**Exercise aim:** Give all of the listing again word for word, with images excluded.
#####
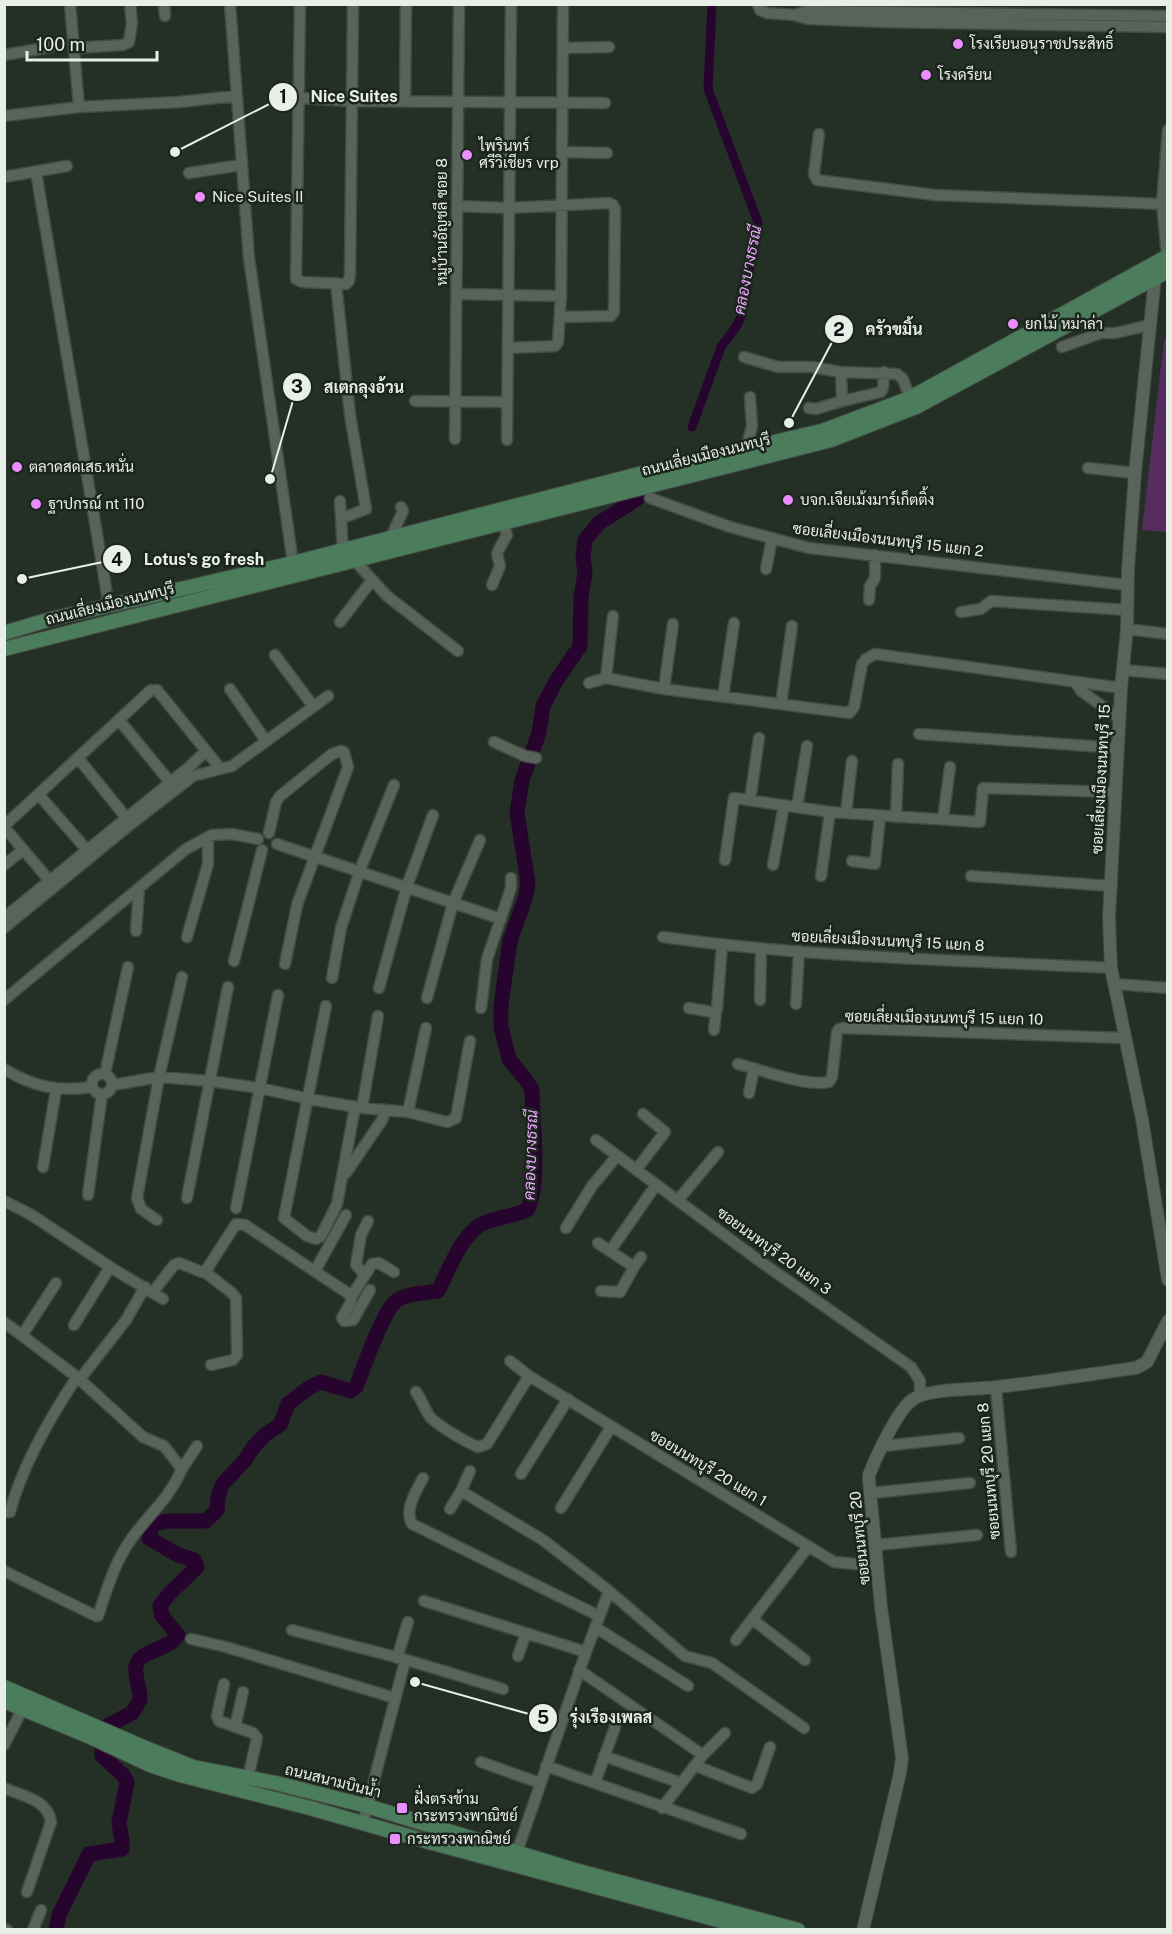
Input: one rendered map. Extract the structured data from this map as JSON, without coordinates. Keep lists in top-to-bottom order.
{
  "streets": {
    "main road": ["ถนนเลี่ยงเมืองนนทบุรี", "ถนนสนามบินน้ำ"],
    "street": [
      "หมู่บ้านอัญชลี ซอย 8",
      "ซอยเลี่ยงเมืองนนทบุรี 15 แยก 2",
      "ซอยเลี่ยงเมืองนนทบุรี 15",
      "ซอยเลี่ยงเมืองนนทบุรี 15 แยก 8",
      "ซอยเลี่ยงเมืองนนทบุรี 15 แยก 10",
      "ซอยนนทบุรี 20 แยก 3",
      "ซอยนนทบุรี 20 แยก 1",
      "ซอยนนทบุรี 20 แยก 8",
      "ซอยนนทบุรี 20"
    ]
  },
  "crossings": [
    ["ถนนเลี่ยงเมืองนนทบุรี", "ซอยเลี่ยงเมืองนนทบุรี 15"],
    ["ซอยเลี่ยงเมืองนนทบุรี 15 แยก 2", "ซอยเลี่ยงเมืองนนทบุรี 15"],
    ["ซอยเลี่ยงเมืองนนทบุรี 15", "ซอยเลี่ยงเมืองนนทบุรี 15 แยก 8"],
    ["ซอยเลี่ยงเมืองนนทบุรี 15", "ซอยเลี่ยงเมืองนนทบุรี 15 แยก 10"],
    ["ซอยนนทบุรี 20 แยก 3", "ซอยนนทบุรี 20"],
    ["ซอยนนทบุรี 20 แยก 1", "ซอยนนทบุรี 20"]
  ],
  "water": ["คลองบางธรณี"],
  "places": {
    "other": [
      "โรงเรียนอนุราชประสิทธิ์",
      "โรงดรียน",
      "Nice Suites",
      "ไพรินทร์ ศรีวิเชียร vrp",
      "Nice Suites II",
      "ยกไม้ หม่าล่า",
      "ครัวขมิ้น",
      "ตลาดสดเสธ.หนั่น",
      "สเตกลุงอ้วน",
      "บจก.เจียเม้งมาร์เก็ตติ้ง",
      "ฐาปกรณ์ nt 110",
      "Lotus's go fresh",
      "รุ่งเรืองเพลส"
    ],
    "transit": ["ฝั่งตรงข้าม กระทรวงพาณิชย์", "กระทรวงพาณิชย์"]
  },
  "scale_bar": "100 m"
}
#####
**Answer to the exercise:**
Input: one rendered map. Extract the structured data from this map as JSON, without coordinates. Keep lists in top-to-bottom order.
{
  "streets": {
    "main road": ["ถนนเลี่ยงเมืองนนทบุรี", "ถนนสนามบินน้ำ"],
    "street": [
      "หมู่บ้านอัญชลี ซอย 8",
      "ซอยเลี่ยงเมืองนนทบุรี 15 แยก 2",
      "ซอยเลี่ยงเมืองนนทบุรี 15",
      "ซอยเลี่ยงเมืองนนทบุรี 15 แยก 8",
      "ซอยเลี่ยงเมืองนนทบุรี 15 แยก 10",
      "ซอยนนทบุรี 20 แยก 3",
      "ซอยนนทบุรี 20 แยก 1",
      "ซอยนนทบุรี 20 แยก 8",
      "ซอยนนทบุรี 20"
    ]
  },
  "crossings": [
    ["ถนนเลี่ยงเมืองนนทบุรี", "ซอยเลี่ยงเมืองนนทบุรี 15"],
    ["ซอยเลี่ยงเมืองนนทบุรี 15 แยก 2", "ซอยเลี่ยงเมืองนนทบุรี 15"],
    ["ซอยเลี่ยงเมืองนนทบุรี 15", "ซอยเลี่ยงเมืองนนทบุรี 15 แยก 8"],
    ["ซอยเลี่ยงเมืองนนทบุรี 15", "ซอยเลี่ยงเมืองนนทบุรี 15 แยก 10"],
    ["ซอยนนทบุรี 20 แยก 3", "ซอยนนทบุรี 20"],
    ["ซอยนนทบุรี 20 แยก 1", "ซอยนนทบุรี 20"]
  ],
  "water": ["คลองบางธรณี"],
  "places": {
    "other": [
      "โรงเรียนอนุราชประสิทธิ์",
      "โรงดรียน",
      "Nice Suites",
      "ไพรินทร์ ศรีวิเชียร vrp",
      "Nice Suites II",
      "ยกไม้ หม่าล่า",
      "ครัวขมิ้น",
      "ตลาดสดเสธ.หนั่น",
      "สเตกลุงอ้วน",
      "บจก.เจียเม้งมาร์เก็ตติ้ง",
      "ฐาปกรณ์ nt 110",
      "Lotus's go fresh",
      "รุ่งเรืองเพลส"
    ],
    "transit": ["ฝั่งตรงข้าม กระทรวงพาณิชย์", "กระทรวงพาณิชย์"]
  },
  "scale_bar": "100 m"
}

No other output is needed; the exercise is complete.